[Stored data]
== Segment start ==

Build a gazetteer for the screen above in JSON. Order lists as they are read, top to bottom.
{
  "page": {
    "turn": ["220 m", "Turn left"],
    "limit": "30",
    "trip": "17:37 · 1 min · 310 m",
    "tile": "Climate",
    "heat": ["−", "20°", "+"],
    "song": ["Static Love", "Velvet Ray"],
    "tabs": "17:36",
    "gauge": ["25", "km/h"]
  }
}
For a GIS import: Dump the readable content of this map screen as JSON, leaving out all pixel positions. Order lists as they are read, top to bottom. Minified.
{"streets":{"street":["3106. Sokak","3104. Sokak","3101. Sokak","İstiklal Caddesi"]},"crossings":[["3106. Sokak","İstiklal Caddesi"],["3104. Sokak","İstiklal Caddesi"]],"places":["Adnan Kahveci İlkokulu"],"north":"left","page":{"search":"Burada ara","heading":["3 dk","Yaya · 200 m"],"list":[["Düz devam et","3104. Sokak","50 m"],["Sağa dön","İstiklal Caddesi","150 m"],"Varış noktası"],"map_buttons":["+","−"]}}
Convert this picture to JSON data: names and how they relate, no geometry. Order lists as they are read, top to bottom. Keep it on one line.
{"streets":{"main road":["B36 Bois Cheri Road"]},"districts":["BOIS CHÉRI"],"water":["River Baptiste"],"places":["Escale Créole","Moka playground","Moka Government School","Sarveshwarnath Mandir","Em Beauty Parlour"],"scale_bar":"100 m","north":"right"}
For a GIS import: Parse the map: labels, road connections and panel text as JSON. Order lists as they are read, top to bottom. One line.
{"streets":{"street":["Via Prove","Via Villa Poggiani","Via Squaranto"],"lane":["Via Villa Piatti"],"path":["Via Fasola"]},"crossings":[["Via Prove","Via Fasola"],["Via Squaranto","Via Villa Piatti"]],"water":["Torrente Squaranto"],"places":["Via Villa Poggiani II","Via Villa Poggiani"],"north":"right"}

== Segment end ==

THE PROBLEM | Extract the data in full. Keep it word for word.

THE ANSWER |
Build a gazetteer for the screen above in JSON. Order lists as they are read, top to bottom.
{
  "page": {
    "turn": ["220 m", "Turn left"],
    "limit": "30",
    "trip": "17:37 · 1 min · 310 m",
    "tile": "Climate",
    "heat": ["−", "20°", "+"],
    "song": ["Static Love", "Velvet Ray"],
    "tabs": "17:36",
    "gauge": ["25", "km/h"]
  }
}
For a GIS import: Dump the readable content of this map screen as JSON, leaving out all pixel positions. Order lists as they are read, top to bottom. Minified.
{"streets":{"street":["3106. Sokak","3104. Sokak","3101. Sokak","İstiklal Caddesi"]},"crossings":[["3106. Sokak","İstiklal Caddesi"],["3104. Sokak","İstiklal Caddesi"]],"places":["Adnan Kahveci İlkokulu"],"north":"left","page":{"search":"Burada ara","heading":["3 dk","Yaya · 200 m"],"list":[["Düz devam et","3104. Sokak","50 m"],["Sağa dön","İstiklal Caddesi","150 m"],"Varış noktası"],"map_buttons":["+","−"]}}
Convert this picture to JSON data: names and how they relate, no geometry. Order lists as they are read, top to bottom. Keep it on one line.
{"streets":{"main road":["B36 Bois Cheri Road"]},"districts":["BOIS CHÉRI"],"water":["River Baptiste"],"places":["Escale Créole","Moka playground","Moka Government School","Sarveshwarnath Mandir","Em Beauty Parlour"],"scale_bar":"100 m","north":"right"}
For a GIS import: Parse the map: labels, road connections and panel text as JSON. Order lists as they are read, top to bottom. One line.
{"streets":{"street":["Via Prove","Via Villa Poggiani","Via Squaranto"],"lane":["Via Villa Piatti"],"path":["Via Fasola"]},"crossings":[["Via Prove","Via Fasola"],["Via Squaranto","Via Villa Piatti"]],"water":["Torrente Squaranto"],"places":["Via Villa Poggiani II","Via Villa Poggiani"],"north":"right"}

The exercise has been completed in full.